BookmarkSubscribeRSS Feed
🔒 This topic is solved and locked. Need further help from the community? Please sign in and ask a new question.
AlexPaezSilva
Fluorite | Level 6

Hello Everyone, 

 

I am new to modelling and have the following bit of code. 

Predictor: V_ASIAN (Race)

Outcome: SC_ETHRACE_AM (discrimination)

Controls: Age5 (Age groups), Sex, Edu_Level (5 groups), Region (5 groups), LFS (labour force status 3 groups)

Parametrization: I'm using dummy coding with specific reference groups listed

Purpose: To see what the effect of reporting a given racialized group (3 groups) will have on the reported perceived discrimination (YES, NO - dichotomous) while controlling for age, sex, education level, region and labour force status (See above).

 

Output: At the moment the basic output that PROC LOGISTIC is spitting out are the odds ratio for each pair combination. In Stata there is a statement ('margin') that will allow for an estimated proportion given the model. So that instead of saying a given Racialized group has 10x the odds of being discriminated against compared to the reference category, I can say what the adjusted proportion of discrimination for a given racialized group would be while having controlled for several characteristics. 

 

Prep: I've removed non-response for predictors, outcome and control variables and I need to use normalized survey weights. 

 

Question: Is there a transformation technique/statement that would provide me the estimated proportions (see above) + the standard error + Confidence intervals + Pvalues?
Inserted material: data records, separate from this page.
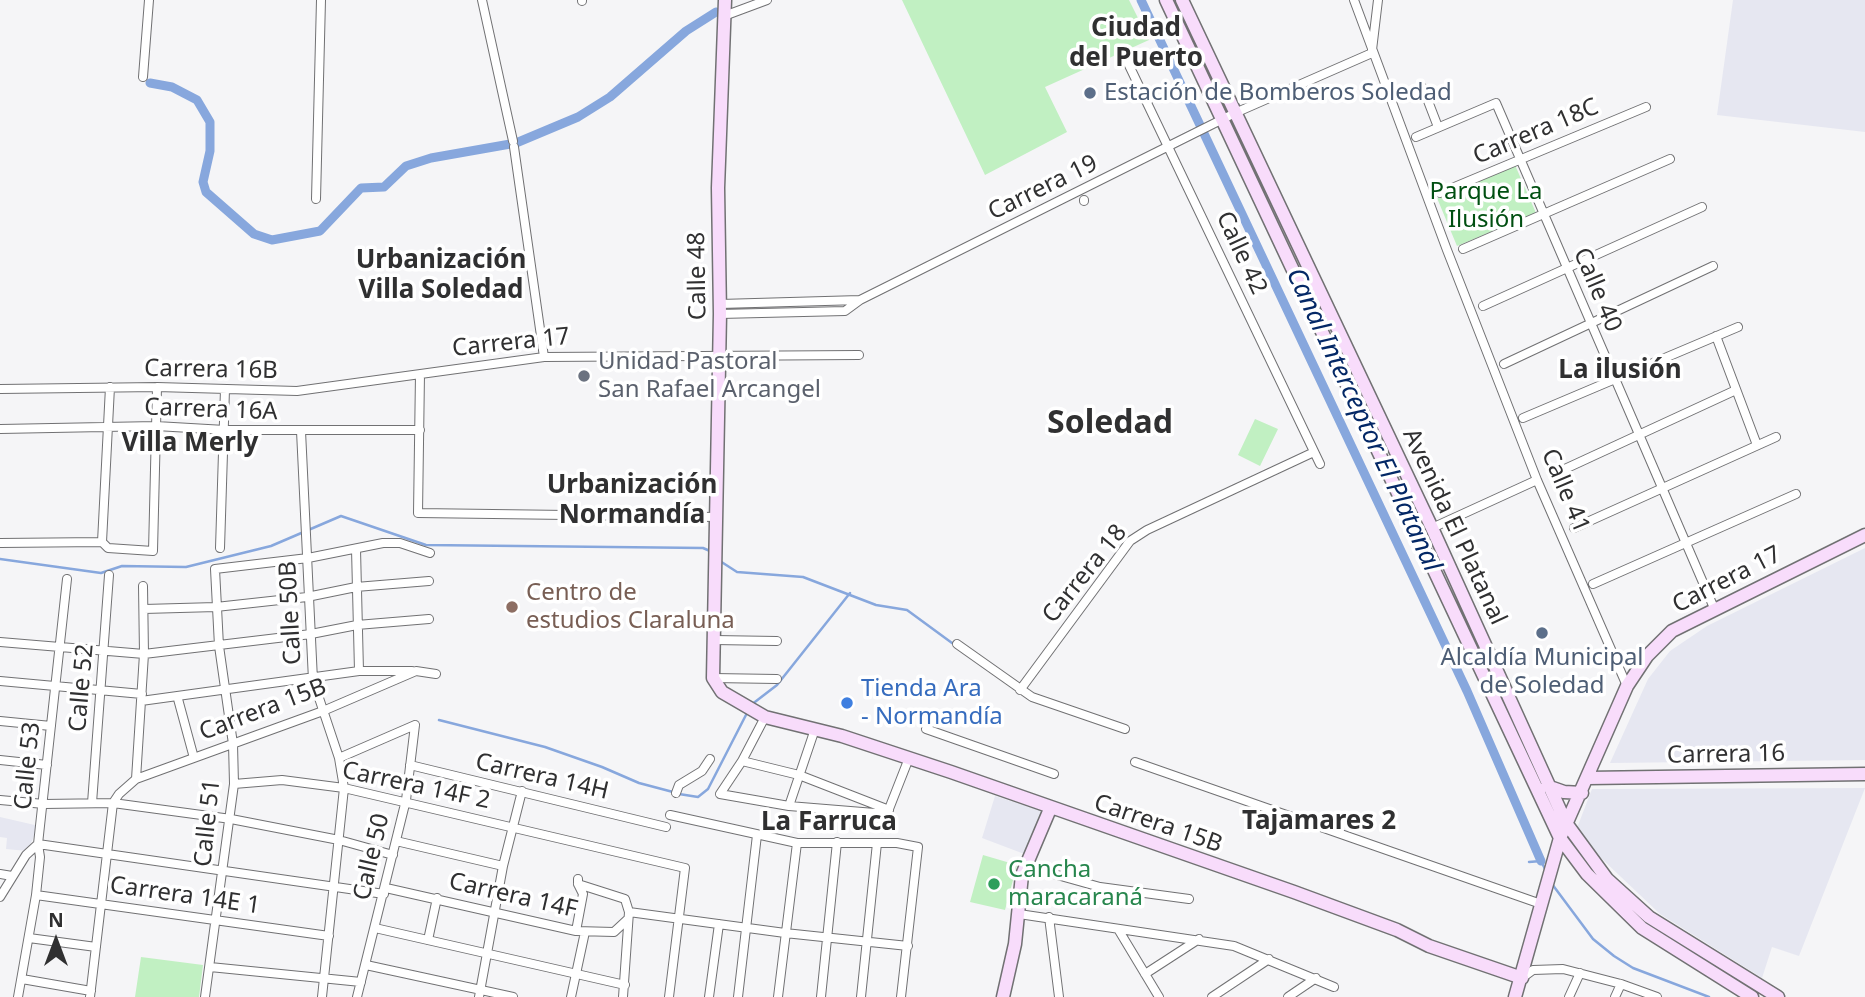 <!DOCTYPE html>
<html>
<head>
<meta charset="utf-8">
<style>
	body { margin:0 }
	#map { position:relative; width:1865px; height:997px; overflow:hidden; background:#f5f5f7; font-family:"Noto Sans",sans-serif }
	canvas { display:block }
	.north { position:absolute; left:21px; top:906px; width:70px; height:70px; -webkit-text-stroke:5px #fff; paint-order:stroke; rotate:0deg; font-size:19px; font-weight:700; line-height:28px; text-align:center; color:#303031 }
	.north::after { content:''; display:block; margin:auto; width:24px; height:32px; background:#303031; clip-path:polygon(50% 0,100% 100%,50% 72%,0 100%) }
</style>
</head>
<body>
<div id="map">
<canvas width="1865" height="997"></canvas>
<div class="north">N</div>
</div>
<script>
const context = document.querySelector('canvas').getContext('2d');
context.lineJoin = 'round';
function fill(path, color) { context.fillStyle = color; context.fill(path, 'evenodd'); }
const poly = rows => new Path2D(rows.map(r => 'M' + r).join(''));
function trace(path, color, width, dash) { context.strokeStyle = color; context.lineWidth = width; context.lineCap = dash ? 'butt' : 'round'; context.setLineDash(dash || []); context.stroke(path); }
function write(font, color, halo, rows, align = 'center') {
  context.font = font + ' "Noto Sans",sans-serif'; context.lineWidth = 7; context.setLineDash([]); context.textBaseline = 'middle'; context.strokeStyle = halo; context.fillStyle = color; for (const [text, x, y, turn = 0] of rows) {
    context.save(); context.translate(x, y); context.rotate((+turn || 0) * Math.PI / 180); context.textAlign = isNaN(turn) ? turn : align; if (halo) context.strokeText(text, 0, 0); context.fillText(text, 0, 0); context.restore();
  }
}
fill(poly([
	[1733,0,1865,0,1865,132,1717,115],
	[1865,548,1865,760,1610,763,1648,679,1670,651,1707,626],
	[1865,788,1799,956,1772,947,1762,978,1660,914,1601,858,1577,828,1592,789],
	[995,796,1045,812,1027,855,982,838],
	[0,817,39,826,27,851,6,849,7,838,0,837]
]), '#e6e7f1');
fill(poly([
	[902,0,1129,0,1149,40,1045,87,1067,132,985,175],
	[1515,165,1536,213,1457,246,1437,198],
	[1255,419,1278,429,1260,466,1238,455],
	[983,855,1017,865,1005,910,970,902],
	[141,957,203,965,199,997,135,997]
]), '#c1f0c2');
trace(poly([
	[0,559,101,573,122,566,186,567,271,546,341,516,426,545,703,548,710,551],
	[720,561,737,572,803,577,876,605,907,610,952,643],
	[751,705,777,685,850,593],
	[439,720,545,747,602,767,639,783,673,792],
	[679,794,698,797,708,789,748,711],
	[1529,862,1541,861,1546,871],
	[1552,884,1593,939,1614,956,1633,968,1709,997]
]), '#87a7dd', 2.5);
trace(poly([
	[1141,0,1467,691,1541,861],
	[150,83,172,87,197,100,210,122,210,151,203,182,206,192,254,234,272,240,320,231,361,188,384,187,406,166,431,158,516,143,578,117,610,97,686,31,716,12]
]), '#87a7dd', 9);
const street = poly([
	[482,0,513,141],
	[582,0,582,1],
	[1354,0,1447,250,1537,480,1627,686],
	[724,16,767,0],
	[1372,50,1378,0],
	[1126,59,1320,464],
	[143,77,149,0],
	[1423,88,1438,127],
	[1416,137,1496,103,1714,608],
	[514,147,544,357],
	[1440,193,1646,107],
	[316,199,321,0],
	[1084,200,1084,201],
	[1463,249,1670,159],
	[720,304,860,300,1235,113,1372,53],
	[1483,306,1702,207],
	[720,314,845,311,860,300],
	[1716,336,1757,445],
	[1504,364,1713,266],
	[420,374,418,513,717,517],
	[0,389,157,387,297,391,544,357,859,355],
	[1523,418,1738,327],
	[0,429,156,426,225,430,420,430],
	[301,431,313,680,339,758,344,788,322,997],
	[1554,474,1736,390],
	[1432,528,1537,480],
	[1574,528,1776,437],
	[102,542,110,387],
	[0,543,102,542,108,548,153,551,157,387],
	[220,548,225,389],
	[356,549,359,671],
	[1593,584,1796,494],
	[144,609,216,607,307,597,356,587,429,581],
	[714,640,777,641],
	[0,642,144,654,311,634,357,625,429,619],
	[957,644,1032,697,1125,729],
	[713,678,777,679],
	[0,681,142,694],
	[1020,690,1130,541,1147,530,1314,452],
	[178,699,194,758],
	[141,701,359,671,412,671],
	[765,717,742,761,720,794,789,806,887,814,909,758],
	[0,721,51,726],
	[926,729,1054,774],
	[339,758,415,725],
	[0,760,47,765],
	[742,761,799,775,889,810],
	[1135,762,1541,904],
	[410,765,666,827],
	[136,779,144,654,143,586],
	[234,784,282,780,344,788,685,868,669,997],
	[676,793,679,785,702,771,710,759],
	[0,800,44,804,113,803,231,819,339,840,393,855],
	[92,803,109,575],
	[789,806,815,729],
	[670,815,797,843,897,843,918,847,901,997],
	[396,841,503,866],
	[1025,866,1100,887,1189,899],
	[0,874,12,876],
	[578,879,578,884,625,899,629,912,623,997],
	[386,888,576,931,614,932,628,919],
	[36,895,329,936],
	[0,897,26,855,38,844,384,894],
	[629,912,785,933,908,946],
	[1019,914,1234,946,1334,987],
	[1049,917,1059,997],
	[375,928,625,985],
	[1118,929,1159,997],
	[576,931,583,894,578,884],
	[29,938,96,947],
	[428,940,437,898],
	[366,965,513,997],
	[210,967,361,982],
	[1145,974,1199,939],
	[1522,978,1533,970,1563,969,1621,984,1657,997],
	[22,979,91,991],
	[18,997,36,895,40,857,38,844,67,579],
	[90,997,113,803,119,794,136,779,323,711,416,671,436,674],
	[205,997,234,784,233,744,219,646,215,569,308,558,383,543,400,543,430,553],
	[357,997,406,800,415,725],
	[479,997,503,866,522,791],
	[571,997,585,932],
	[709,997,719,924],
	[738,997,757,835],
	[778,997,797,843],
	[821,997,837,842],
	[861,997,877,843],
	[1212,997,1269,959],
	[1288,997,1316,978],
	[1569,997,1580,973],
	[1615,997,1621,984]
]);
const secondary = poly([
	[725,0,718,188,720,314,713,678,722,692,765,717,842,736,951,772,1294,892,1397,930,1429,946,1522,978],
	[1166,0,1560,838,1587,874,1642,928,1752,997],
	[1182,0,1432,528,1566,823,1607,879,1649,917,1778,997],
	[1588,778,1865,774],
	[1547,786,1564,792,1582,793],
	[1003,997,1015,944,1022,875,1050,809],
	[1515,997,1560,838,1627,686,1647,656,1672,631,1865,535]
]);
trace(street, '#717173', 10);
trace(secondary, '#717173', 15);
trace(street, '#fff', 8);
trace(secondary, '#f8dcfb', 12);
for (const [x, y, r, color] of [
	[1090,93,7,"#5c6f8a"],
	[584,376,7,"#6b7280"],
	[512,607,7,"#8d6e63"],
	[1542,633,7,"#5c6f8a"],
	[847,703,7,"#3f7fe0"],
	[994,884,7,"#2e9e5b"]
]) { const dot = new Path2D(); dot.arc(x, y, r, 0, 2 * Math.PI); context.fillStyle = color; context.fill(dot); trace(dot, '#fff', 2.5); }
write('24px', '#4e5e75', '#fff', [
	["Estación de Bomberos Soledad",1104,93],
	["Alcaldía Municipal",1542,658,"center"],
	["de Soledad",1542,686,"center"]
], 'left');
write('24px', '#303031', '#fff', [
	["Carrera 18C",1536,132,-23],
	["Carrera 19",1043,188,-26],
	["Calle 42",1241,253,65],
	["Calle 48",698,276,-91],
	["Calle 40",1597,290,67],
	["Carrera 17",511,343,-6],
	["Carrera 16B",211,370,1],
	["Carrera 16A",211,410,2],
	["Calle 41",1565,491,67],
	["Avenida El Platanal",1454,527,65],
	["Carrera 18",1085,574,-51],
	["Carrera 17",1727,580,-27],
	["Calle 50B",291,613,-93],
	["Calle 52",82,688,-85],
	["Carrera 15B",263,710,-21],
	["Carrera 16",1726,755,-1],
	["Calle 53",28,766,-84],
	["Carrera 14H",542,777,13],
	["Carrera 14F 2",416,786,12],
	["Calle 51",208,823,-84],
	["Carrera 15B",1158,824,19],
	["Calle 50",372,857,-77],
	["Carrera 14E 1",185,896,8],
	["Carrera 14F",513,896,13]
]);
write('24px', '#004f11', '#fff', [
	["Parque La",1486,192],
	["Ilusión",1486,220]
]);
write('24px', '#5b616d', '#fff', [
	["Unidad Pastoral",598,362],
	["San Rafael Arcangel",598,390]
], 'left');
write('24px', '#785e54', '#fff', [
	["Centro de",526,593],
	["estudios Claraluna",526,621]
], 'left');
write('24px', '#366cbe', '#fff', [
	["Tienda Ara",861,689],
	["- Normandía",861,717]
], 'left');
write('24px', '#27864d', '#fff', [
	["Cancha",1008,870],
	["maracaraná",1008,898]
], 'left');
write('bold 26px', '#303031', '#fff', [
	["Ciudad",1136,29],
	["del Puerto",1136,59],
	["Urbanización",441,261],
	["Villa Soledad",441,291],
	["La ilusión",1620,371],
	["Villa Merly",190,444],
	["Urbanización",632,486],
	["Normandía",632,516],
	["Tajamares 2",1319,822],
	["La Farruca",829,823]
]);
write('italic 26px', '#042866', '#fff', [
	["Canal Interceptor El Platanal",1363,420,65]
]);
write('bold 32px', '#303031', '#fff', [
	["Soledad",1110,424]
]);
</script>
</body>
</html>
In STATA this is easily done with the "MARGIN" statement. 

 

Thank you all so much!

 

 

proc logistic data=work.V2 ;
CLASS V_ASIAN (ref='3') AGE5(ref='3') SEX(ref='1') 
EDU_LEVEL(ref='4') REGION (ref='3') LFS (REF='1') /param=ref ;	
model SC_ETHRACE_AM = V_ASIAN age5 sex edu_level region lfs; 
weight wght_per / norm;
run;

 

 

1 ACCEPTED SOLUTION

Accepted Solutions
StatDave
SAS Super FREQ

First, if your weights are survey weights then you should NOT be using PROC LOGISTIC. If does not use the proper variance estimator for survey data. Use PROC SURVEYLOGISTIC instead. For either of these procedures, I strongly advise you to always use the EVENT= response variable option to specify the level of your binary response variable that represents the level whose probability you want to model (for example: model sc_ethrace_am(event="Yes")= ... ). Now, if your goal is to estimate the predicted event probability for each level of a predictor, like V_ASIAN, controlling for the other predictors then you can do that with the LSMEANS statement. The ILINK and CL options in this statement give the predicted probability estimate (in the Mean column) and a confidence interval.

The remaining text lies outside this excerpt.